Types of Volcanoes, Distinction of Volcanoes & Types of Lavas
Table of Contents
A volcano is formed when magma finds a weak spot or opening in the Earth’s crust along tectonic plates and bursts through. Most volcanoes erupt on a mountain situated along tectonic plates. These mountains would have been formed by colliding plates or prior solidified magma.
Some volcanoes can erupt on generally flat land as fissures open mostly along divergent boundaries or inland as maars. In continental interiors hot spots can generate and creates volcanoes e.g Mauna Loa, Hawaii.
Distinction of Volcanoes
As the name suggest, these volcanoes are always active and erupt more often e.g Mt Fuji in Japan. These volcanoes can erupt violently or just release heat or gases on a yearly, monthly, or even on a daily basis. Usually these volcanoes are found along plate boundaries where a lot of collision occurs or along hotspots in earth’s interior such as in Hawaii. Active volcanoes require regular monitoring as they can erupt at any time.

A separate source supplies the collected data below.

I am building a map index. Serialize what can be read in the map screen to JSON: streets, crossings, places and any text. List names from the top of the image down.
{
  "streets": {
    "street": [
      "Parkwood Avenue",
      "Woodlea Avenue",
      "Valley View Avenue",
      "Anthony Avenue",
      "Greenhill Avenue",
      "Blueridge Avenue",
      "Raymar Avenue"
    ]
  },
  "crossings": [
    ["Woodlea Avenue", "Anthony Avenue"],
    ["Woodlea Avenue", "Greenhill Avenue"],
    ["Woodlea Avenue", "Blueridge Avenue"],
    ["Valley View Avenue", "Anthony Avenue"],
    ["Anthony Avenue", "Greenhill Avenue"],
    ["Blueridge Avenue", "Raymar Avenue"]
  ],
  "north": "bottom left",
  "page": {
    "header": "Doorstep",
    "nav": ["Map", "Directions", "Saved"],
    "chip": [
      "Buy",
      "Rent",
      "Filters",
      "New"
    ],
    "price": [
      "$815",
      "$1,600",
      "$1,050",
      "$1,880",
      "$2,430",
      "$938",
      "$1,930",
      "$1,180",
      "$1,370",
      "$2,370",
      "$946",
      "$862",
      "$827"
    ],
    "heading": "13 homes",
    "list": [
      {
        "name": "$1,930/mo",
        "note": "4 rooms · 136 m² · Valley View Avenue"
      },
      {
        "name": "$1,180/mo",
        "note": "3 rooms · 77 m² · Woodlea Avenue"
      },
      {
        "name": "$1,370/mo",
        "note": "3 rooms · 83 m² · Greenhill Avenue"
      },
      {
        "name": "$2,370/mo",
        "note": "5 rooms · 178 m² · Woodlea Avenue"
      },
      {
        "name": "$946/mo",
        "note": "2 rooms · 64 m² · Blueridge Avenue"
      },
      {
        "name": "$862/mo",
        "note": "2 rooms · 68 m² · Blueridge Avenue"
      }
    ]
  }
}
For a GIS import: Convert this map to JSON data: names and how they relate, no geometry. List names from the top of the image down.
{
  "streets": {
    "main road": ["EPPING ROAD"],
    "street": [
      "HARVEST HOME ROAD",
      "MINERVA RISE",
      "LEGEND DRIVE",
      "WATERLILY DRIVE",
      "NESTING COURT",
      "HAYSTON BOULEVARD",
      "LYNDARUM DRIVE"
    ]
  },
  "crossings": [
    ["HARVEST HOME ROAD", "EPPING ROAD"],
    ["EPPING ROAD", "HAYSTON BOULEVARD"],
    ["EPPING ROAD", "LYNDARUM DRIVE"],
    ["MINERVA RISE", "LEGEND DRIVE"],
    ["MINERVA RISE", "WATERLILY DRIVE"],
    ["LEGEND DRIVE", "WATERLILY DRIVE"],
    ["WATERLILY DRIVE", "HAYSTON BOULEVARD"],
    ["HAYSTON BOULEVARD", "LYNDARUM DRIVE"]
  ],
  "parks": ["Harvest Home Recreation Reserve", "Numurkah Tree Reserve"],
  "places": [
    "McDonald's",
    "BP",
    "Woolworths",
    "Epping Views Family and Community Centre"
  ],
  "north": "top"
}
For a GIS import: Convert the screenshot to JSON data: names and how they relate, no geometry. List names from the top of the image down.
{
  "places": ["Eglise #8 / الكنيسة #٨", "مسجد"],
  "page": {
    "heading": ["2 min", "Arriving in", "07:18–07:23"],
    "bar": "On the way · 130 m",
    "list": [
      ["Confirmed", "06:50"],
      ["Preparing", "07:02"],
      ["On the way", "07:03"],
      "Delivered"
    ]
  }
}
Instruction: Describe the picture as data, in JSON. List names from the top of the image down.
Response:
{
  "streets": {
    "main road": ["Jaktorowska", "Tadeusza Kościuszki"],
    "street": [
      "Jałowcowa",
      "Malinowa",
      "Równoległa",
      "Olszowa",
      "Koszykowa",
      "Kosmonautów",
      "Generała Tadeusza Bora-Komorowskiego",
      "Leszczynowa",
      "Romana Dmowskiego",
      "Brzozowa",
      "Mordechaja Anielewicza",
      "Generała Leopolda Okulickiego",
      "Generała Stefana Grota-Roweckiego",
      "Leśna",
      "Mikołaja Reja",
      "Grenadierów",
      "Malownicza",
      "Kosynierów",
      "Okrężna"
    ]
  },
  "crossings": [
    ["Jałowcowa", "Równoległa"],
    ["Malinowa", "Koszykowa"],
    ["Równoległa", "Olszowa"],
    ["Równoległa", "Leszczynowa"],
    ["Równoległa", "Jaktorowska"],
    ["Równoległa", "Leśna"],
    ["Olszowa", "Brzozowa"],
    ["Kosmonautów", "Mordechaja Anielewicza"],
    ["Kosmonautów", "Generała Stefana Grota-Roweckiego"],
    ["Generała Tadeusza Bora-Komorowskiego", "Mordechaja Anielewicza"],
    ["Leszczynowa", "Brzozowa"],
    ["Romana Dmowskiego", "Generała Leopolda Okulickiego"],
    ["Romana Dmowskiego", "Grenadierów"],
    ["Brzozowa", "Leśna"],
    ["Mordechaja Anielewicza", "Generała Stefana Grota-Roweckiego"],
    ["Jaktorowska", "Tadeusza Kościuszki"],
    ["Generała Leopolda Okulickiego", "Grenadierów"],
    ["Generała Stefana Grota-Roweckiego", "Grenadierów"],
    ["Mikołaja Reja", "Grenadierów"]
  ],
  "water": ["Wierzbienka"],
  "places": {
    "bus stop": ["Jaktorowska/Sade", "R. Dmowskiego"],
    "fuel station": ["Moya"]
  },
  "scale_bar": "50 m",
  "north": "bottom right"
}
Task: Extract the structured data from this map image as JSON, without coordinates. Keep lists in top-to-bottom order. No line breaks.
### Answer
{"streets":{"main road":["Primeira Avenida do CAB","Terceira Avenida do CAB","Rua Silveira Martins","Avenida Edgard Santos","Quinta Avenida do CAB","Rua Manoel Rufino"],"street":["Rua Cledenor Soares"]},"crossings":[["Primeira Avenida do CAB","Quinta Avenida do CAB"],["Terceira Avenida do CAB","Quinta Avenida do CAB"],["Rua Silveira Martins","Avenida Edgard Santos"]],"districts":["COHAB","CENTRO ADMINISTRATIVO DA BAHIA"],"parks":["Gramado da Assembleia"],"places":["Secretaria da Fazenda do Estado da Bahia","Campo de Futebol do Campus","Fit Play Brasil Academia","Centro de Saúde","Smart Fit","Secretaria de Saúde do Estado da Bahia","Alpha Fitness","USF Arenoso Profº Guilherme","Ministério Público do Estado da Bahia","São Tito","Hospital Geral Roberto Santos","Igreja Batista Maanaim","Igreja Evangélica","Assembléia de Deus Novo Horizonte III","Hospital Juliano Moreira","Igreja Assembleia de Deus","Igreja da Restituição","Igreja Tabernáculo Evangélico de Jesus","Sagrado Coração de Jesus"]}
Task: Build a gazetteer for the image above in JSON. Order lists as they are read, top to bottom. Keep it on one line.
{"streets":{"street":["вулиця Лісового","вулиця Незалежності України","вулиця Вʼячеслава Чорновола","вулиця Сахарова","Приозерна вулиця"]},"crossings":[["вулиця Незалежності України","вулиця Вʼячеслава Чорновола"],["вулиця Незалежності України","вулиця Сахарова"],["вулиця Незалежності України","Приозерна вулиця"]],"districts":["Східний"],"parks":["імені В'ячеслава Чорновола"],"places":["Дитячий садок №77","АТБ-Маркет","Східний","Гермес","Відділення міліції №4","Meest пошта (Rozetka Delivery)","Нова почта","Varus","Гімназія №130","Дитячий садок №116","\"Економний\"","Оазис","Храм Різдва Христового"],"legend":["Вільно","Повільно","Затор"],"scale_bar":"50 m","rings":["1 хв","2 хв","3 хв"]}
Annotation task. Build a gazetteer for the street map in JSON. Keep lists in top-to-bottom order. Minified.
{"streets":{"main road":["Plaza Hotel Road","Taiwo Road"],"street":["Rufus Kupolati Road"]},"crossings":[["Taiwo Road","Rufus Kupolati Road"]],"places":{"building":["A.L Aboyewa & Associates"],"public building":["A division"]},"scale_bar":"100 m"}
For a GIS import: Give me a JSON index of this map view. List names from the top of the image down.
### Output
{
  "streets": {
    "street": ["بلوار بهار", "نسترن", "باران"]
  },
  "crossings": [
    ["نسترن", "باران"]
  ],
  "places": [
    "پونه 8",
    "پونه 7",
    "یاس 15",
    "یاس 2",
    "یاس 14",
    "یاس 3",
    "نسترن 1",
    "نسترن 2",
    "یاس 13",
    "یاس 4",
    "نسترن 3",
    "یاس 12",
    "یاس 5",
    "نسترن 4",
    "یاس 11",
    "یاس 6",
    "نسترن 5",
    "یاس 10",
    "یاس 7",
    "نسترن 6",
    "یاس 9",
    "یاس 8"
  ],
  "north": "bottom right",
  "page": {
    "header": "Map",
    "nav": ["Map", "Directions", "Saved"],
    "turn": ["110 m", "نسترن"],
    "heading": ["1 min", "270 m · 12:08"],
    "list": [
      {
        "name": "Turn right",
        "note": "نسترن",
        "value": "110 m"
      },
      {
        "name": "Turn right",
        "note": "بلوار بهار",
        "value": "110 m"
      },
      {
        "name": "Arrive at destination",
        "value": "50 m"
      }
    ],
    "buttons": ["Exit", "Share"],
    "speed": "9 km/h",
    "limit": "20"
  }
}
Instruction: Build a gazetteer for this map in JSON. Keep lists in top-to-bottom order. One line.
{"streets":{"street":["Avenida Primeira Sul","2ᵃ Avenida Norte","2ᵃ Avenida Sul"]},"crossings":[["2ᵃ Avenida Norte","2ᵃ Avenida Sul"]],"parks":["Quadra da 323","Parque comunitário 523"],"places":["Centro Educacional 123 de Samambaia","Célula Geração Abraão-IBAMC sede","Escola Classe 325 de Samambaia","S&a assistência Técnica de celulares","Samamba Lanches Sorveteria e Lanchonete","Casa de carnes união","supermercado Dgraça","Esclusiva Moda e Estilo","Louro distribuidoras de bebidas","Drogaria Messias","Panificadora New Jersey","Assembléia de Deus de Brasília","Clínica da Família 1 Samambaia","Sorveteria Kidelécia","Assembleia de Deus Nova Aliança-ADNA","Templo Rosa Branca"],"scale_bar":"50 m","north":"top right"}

Extinct volcanoes have not erupted for a very long time and when they were periodically anticipated to erupt they remained quiet and are now considered non-threat. Usually these volcanoes have been eroded for years or covered with vegetation.
Dormant volcanoes have been quiet for a while but have just recently erupted; they die and resurrect again. When these volcanoes erupt most people are unaware of it as they believe that the volcano is extinct and no longer a menace. For example, Mt Pinatubo erupted in 1991 after more than 600 years when it erupted in 1380. Mt St.Helens, in the western end of USA , erupted in 1980 after more than 120 years.
Types of Lavas
Two main types of lavas can be classified:
Fluid Basaltic Lavas
Fluid lavas are runny and watery and have a low silica content e.g Mt Nyirangongo in DRC. They can travel several kilometres before cooling and solidifying. They’re mainly extruded from fissures or along hotspots and forms shield volcanoes e.g Hawaii. These types of lava often forms a rugged frothy texture called aa.
These lavas are dense containing little water thus quickly solidifies near the flanks of a volcano. The lava is of felsic type (light minerals) containing high amounts of silica. They often form a smooth wrinkled pattern called pahohoe. Viscous lavas are often formed from cataclysmic eruptions that contains more gases.pahoehoe.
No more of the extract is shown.